Here is a simple example with fake data with spatial clustering:
library(spatialWeights)
# Create fake time series data
faked1 <- expand.grid(ID = letters, year = 2010:2015)
faked1$located_continuous <- nrow(faked1):1
faked1$y <- nrow(faked1):1 - 200
# Find weights for continuous data
df_weights_cont1 <- monadic_spatial_weights(df = faked1, id_var = 'ID',
time_var = 'year',
location_var = 'located_continuous',
y_var = 'y', mc_cores = 1)
## Continuous location variable detected. Proximity found using method = euclidean.
## 2010: Moran's I p-value: <2e-16
## 2011: Moran's I p-value: <2e-16
## 2012: Moran's I p-value: <2e-16
## 2013: Moran's I p-value: <2e-16
## 2014: Moran's I p-value: <2e-16
## 2015: Moran's I p-value: <2e-16
head(df_weights_cont1)
## ID year sp_wght_located_continuous_y
## 1 a 2010 -19825
## 2 b 2010 -18444
## 3 c 2010 -17153
## 4 d 2010 -15954
## 5 e 2010 -14849
## 6 f 2010 -13840
Unlike in the first example, the units in the following data are independent of one another, i.e. not spatially clustered.
# Create fake time series data
faked2 <- expand.grid(ID = letters, year = 2010:2015)
faked2$located_continuous <- rnorm(nrow(faked2))
faked2$y <- nrow(faked2):1 - 200
# Find weights for continuous data
df_weights_cont2 <- monadic_spatial_weights(df = faked2, id_var = 'ID',
time_var = 'year',
location_var = 'located_continuous',
y_var = 'y', mc_cores = 1)
## Continuous location variable detected. Proximity found using method = euclidean.
## 2010: Moran's I p-value: 0.659
## 2011: Moran's I p-value: 0.951
## 2012: Moran's I p-value: 0.369
## 2013: Moran's I p-value: 0.335
## 2014: Moran's I p-value: 0.435
## 2015: Moran's I p-value: 0.354
By default monadic_spatial_weights
creates a spatially lagged variable. Using the arguement tlsl = TRUE
will lag this variable in time by one period creating an additional time lag spatial lag. For example:
# Create fake time series data
faked1 <- expand.grid(ID = letters, year = 2010:2015)
faked1$located_continuous <- nrow(faked1):1
faked1$y <- nrow(faked1):1 - 200
# Find weights for continuous data
df_weights_cont_tlsl <- monadic_spatial_weights(df = faked1, id_var = 'ID',
time_var = 'year',
location_var = 'located_continuous',
y_var = 'y', mc_cores = 1, tlsl = TRUE)
## Continuous location variable detected.
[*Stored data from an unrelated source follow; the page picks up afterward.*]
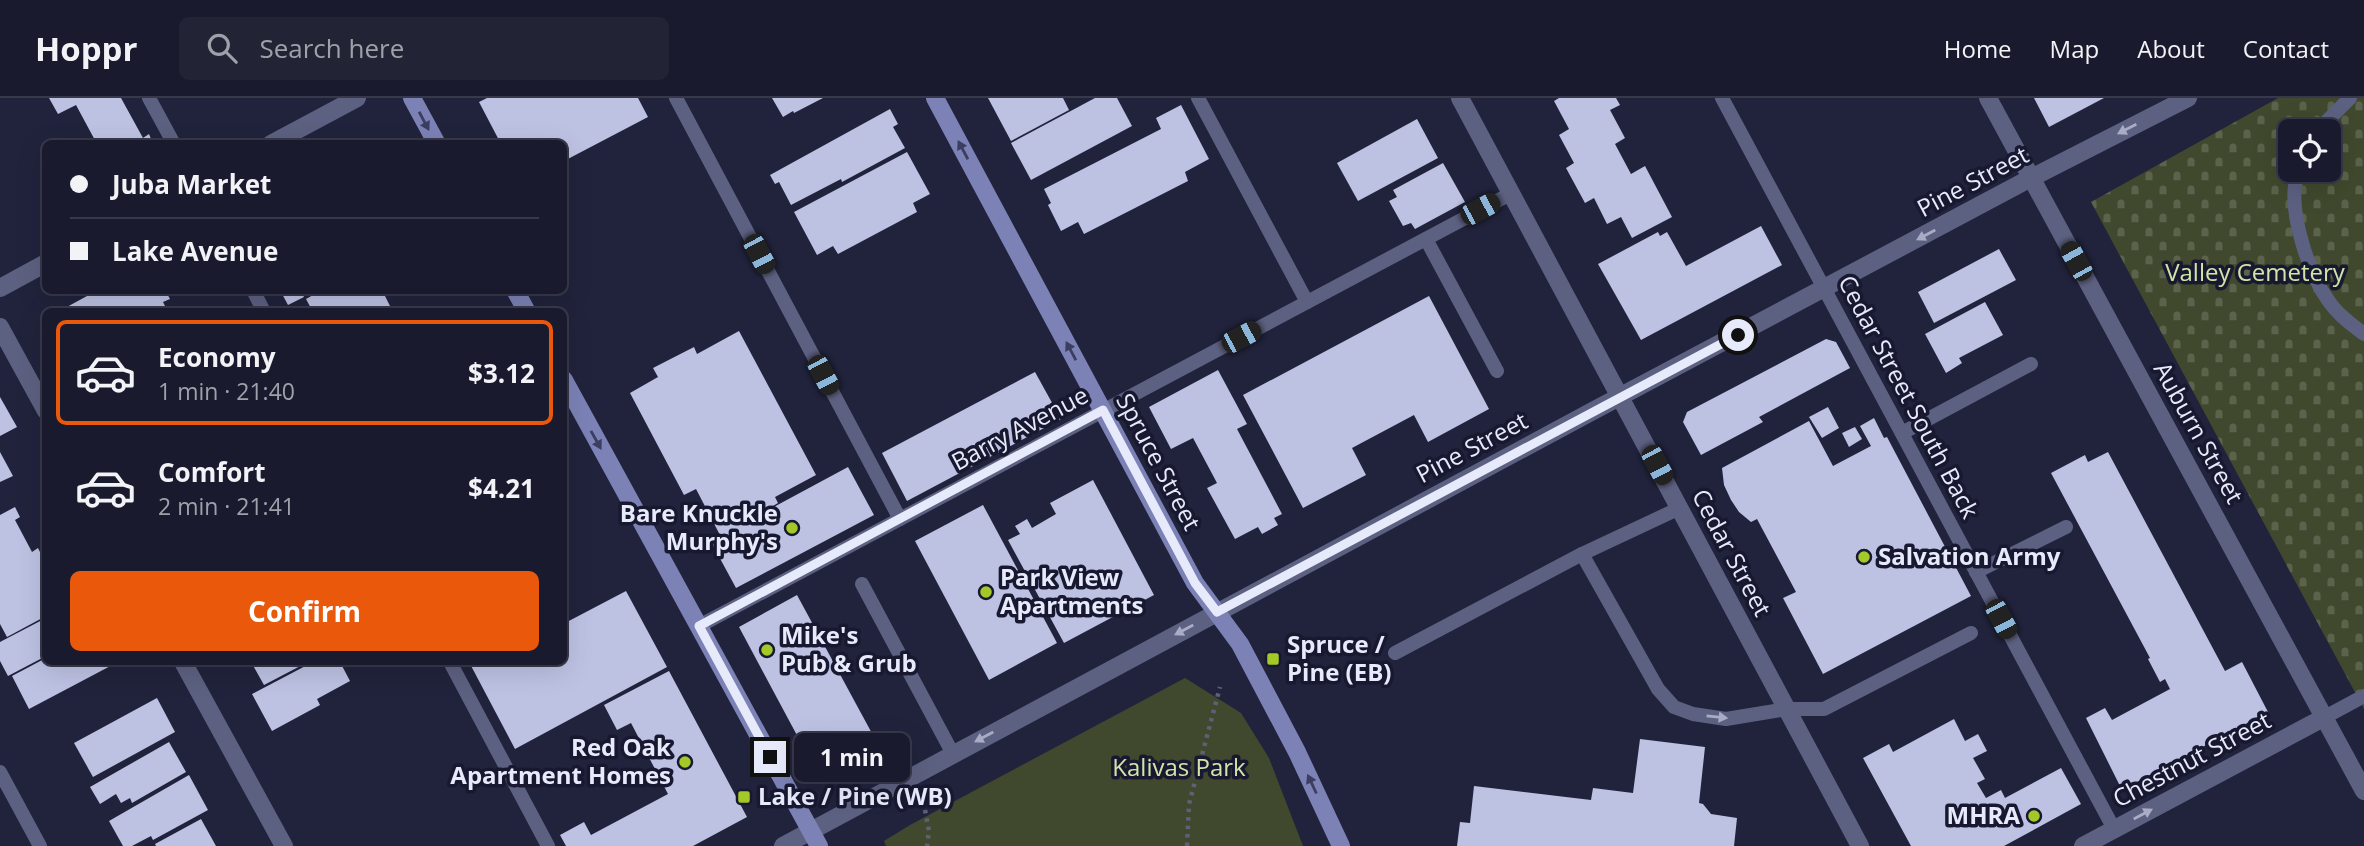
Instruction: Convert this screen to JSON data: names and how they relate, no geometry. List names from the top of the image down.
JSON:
{
  "streets": {
    "street": [
      "Pine Street",
      "Auburn Street",
      "Spruce Street",
      "Cedar Street",
      "Chestnut Street"
    ],
    "lane": ["Cedar Street South Back", "Barry Avenue"]
  },
  "crossings": [
    ["Pine Street", "Cedar Street South Back"],
    ["Pine Street", "Auburn Street"],
    ["Pine Street", "Spruce Street"],
    ["Pine Street", "Cedar Street"],
    ["Cedar Street South Back", "Chestnut Street"],
    ["Barry Avenue", "Spruce Street"],
    ["Barry Avenue", "Cedar Street"],
    ["Auburn Street", "Chestnut Street"]
  ],
  "one_way": ["Pine Street", "Spruce Street", "Chestnut Street"],
  "parks": ["Valley Cemetery", "Kalivas Park"],
  "places": {
    "other": [
      "Bare Knuckle Murphy's",
      "Salvation Army",
      "Park View Apartments",
      "Mike's Pub & Grub",
      "Red Oak Apartment Homes",
      "MHRA"
    ],
    "transit": ["Spruce / Pine (EB)", "Lake / Pine (WB)"]
  },
  "page": {
    "header": "Hoppr",
    "search": "Search here",
    "nav": [
      "Home",
      "Map",
      "About",
      "Contact"
    ],
    "banner": ["Juba Market", "Lake Avenue"],
    "list": [
      {
        "name": "Economy",
        "note": "1 min · 21:40",
        "value": "$3.12"
      },
      {
        "name": "Comfort",
        "note": "2 min · 21:41",
        "value": "$4.21"
      }
    ],
    "buttons": "Confirm",
    "bubble": "1 min"
  }
}
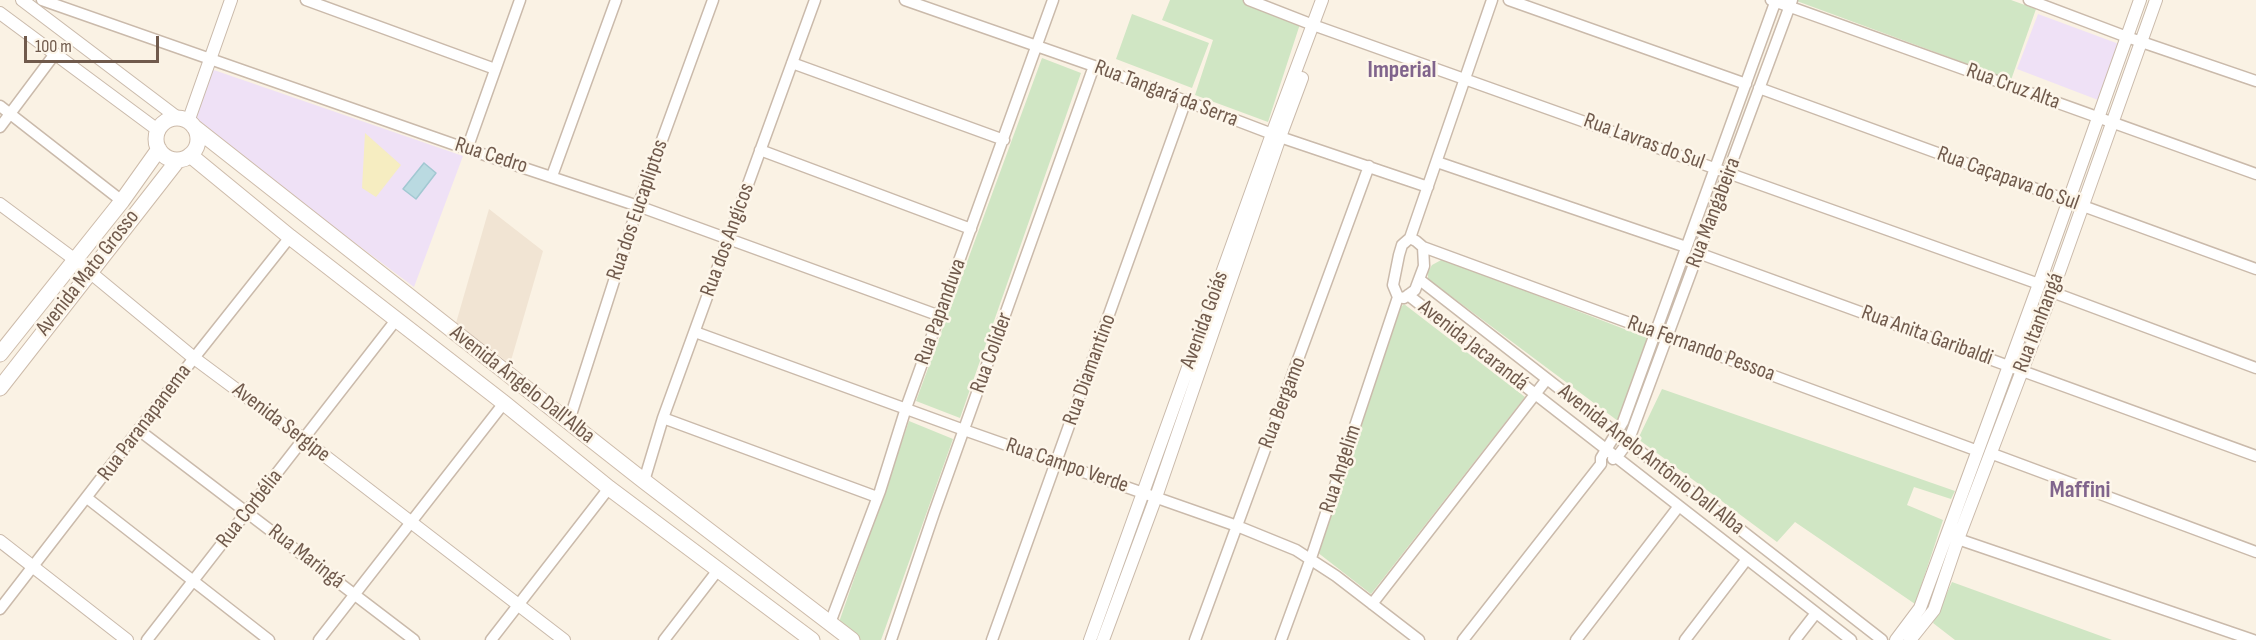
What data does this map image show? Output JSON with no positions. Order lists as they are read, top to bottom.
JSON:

Proximity found using method = euclidean.
## 2010: Moran's I p-value: <2e-16
## 2011: Moran's I p-value: <2e-16
## 2012: Moran's I p-value: <2e-16
## 2013: Moran's I p-value: <2e-16
## 2014: Moran's I p-value: <2e-16
## 2015: Moran's I p-value: <2e-16
head(df_weights_cont_tlsl)
## ID year sp_wght_located_continuous_y lag_sp_wght_located_continuous_y
## 1 a 2010 -19825 NA
## 2 a 2011 -28275 -19825
## 3 a 2012 -36725 -28275
## 4 a 2013 -45175 -36725
## 5 a 2014 -53625 -45175
## 6 a 2015 -62075 -53625
The argument mc_cores
allows you to specify the number of cores you would like to use to find the spatial weights in parellel. Parallel computation can lead to substantial speed improvements depending on how many cores you have available and how your data set is organised. To determine how many cores you have available use: parallel::detectCores()
.
The package can be installed with:
devtools::install_github("christophergandrud/spatialWeights")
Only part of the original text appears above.